The more popular of the two is the so-called Copenhagen interpretation, which doesn't need to assert a multiverse to make sense of the universe.
The other interpretation is the many-worlds theory of quantum mechanics, which explains the observer effect by saying that parallel universes exist where every option that can be, is. So if Schroedinger's cat could be alive or dead, until you open the box, you haven't forced the universe your own consciousness inhabits to go down a "cat-is-alive" or "cat-is-dead" path yet, and either could lie ahead of you. But once you open the box, your consciousness goes down a universe where one of those two things is definitely true.

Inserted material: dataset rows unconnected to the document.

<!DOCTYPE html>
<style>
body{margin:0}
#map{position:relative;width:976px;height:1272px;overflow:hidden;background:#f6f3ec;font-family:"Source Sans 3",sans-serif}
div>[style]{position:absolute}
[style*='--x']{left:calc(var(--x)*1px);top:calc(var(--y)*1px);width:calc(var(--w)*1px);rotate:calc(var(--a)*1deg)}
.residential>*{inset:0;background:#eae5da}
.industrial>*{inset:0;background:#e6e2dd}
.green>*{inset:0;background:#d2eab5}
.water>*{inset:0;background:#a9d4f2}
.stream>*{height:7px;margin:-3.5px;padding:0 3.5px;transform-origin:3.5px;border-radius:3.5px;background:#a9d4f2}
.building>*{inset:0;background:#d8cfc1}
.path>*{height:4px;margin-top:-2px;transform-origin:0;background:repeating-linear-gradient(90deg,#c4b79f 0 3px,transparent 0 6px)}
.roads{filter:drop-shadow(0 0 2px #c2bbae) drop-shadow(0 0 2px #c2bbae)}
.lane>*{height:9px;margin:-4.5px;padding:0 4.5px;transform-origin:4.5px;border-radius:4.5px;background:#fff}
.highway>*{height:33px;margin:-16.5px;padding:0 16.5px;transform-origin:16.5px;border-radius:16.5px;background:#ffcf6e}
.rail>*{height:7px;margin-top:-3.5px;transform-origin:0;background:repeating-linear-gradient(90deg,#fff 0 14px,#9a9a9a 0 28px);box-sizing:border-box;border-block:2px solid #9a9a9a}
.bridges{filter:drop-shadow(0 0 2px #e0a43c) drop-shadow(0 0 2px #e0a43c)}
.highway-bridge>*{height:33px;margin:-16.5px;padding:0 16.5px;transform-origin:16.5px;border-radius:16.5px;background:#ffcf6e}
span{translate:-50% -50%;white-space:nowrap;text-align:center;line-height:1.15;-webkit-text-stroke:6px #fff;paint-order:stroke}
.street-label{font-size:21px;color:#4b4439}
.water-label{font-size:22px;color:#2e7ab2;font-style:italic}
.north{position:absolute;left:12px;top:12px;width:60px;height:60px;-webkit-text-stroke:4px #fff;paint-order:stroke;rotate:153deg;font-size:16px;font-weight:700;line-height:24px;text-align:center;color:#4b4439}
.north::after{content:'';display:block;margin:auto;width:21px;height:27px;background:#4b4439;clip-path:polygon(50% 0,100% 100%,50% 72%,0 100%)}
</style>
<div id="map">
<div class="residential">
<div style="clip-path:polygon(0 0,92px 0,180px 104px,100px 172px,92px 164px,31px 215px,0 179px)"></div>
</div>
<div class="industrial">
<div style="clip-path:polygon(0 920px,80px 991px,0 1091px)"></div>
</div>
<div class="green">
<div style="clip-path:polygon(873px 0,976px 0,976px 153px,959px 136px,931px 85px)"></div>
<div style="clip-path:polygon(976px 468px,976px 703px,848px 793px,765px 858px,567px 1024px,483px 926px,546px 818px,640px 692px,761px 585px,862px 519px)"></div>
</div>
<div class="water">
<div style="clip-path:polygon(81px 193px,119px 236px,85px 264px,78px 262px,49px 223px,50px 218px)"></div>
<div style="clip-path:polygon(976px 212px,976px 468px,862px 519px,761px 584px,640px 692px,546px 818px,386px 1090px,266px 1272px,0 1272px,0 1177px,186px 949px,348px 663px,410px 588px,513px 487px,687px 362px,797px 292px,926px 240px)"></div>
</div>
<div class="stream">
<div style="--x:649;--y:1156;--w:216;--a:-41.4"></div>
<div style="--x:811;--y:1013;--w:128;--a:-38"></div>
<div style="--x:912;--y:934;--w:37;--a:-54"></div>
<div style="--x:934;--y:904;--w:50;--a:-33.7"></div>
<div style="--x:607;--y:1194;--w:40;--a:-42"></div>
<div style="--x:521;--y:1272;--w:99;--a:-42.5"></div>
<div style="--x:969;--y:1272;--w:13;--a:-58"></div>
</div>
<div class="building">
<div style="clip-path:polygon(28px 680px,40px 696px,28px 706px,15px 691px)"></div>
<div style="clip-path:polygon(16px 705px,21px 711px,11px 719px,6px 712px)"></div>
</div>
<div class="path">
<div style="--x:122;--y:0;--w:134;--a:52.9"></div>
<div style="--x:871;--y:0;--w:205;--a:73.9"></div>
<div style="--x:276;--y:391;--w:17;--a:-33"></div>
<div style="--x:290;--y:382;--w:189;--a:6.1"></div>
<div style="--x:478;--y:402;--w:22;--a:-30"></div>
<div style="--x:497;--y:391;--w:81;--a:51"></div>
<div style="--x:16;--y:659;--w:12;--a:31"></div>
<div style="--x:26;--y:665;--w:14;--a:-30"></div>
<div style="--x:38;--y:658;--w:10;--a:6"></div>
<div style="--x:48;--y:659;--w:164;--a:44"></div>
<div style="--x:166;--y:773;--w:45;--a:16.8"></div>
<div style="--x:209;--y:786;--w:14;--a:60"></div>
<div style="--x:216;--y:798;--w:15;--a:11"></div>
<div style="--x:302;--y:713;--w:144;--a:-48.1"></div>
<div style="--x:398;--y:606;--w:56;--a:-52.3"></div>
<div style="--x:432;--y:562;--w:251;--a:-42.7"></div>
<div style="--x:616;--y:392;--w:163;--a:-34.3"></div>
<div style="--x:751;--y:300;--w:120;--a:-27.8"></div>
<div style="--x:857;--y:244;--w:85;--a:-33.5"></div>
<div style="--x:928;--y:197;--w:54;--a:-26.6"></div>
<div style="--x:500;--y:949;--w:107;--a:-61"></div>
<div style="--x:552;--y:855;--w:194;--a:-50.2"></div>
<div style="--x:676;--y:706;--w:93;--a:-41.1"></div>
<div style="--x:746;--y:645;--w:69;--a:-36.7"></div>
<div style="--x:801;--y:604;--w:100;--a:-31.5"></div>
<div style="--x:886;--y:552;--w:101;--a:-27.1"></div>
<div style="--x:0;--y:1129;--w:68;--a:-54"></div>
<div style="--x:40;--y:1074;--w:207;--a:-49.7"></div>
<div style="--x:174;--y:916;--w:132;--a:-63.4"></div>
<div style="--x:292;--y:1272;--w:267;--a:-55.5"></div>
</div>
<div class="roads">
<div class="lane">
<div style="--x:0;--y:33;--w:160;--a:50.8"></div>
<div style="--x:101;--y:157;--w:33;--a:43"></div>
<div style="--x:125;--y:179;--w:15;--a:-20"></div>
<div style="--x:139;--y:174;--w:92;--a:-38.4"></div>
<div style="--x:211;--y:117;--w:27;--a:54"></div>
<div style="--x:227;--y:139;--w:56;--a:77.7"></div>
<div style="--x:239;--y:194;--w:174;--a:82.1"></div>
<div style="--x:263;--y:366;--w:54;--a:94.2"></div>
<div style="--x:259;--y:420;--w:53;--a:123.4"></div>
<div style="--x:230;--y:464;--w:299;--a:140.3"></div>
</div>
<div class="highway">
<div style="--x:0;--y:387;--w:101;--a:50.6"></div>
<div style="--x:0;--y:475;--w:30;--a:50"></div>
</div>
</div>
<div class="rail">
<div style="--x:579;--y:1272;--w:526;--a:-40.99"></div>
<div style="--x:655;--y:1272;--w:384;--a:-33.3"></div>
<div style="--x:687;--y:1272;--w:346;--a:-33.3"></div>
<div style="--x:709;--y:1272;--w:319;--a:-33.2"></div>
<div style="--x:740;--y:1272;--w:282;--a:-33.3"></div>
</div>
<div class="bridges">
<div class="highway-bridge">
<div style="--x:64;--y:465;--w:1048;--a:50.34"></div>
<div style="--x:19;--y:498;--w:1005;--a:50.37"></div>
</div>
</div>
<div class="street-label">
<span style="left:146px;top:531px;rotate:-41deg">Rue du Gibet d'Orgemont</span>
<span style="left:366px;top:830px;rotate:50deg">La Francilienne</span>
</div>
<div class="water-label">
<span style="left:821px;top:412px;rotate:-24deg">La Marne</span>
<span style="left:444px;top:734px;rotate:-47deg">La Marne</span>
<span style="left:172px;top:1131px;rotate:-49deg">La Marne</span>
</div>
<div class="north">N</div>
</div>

The deeper implications of the many-worlds theory are profound and unsettling. If your observation creates the universe you are in, then it is quite possible that you will never enter into a parallel universe where you die. You couldn't, because you wouldn't be able to perceive it. This possibility is called either "quantum immortality" or "quantum hell" depending on the cynicism of the researcher. It could indeed be a hell, if in your personal universe you allowed evil to run amok (or even deeply partook in it yourself) and then inevitably got shaken off the protections of the wicked system you perpetuated. The universe guaranteeing you'll stay alive is not the same thing as the universe guaranteeing you'll be happy about it.
That's a fun little notion to chew on, but how could we ever know if it were true or not?
Well, there was once a moment in time where the entire world wanted to nuke each other, and we live in a universe where the two weak-kneed shitlibs who led their respective sides stiffened their spines and stopped the war against the wishes of literally everyone else on their team. I can only tell you with my qualitative historical data that that was a very unlikely result given the personalities involved. But we're here to talk about it, are we not? Unlikely as it may be, it happened.
Perhaps it had to, perhaps the universe and its murky laws mandated it to be so. The physicists will have to demean themselves by consulting the oracles of Clio to know more.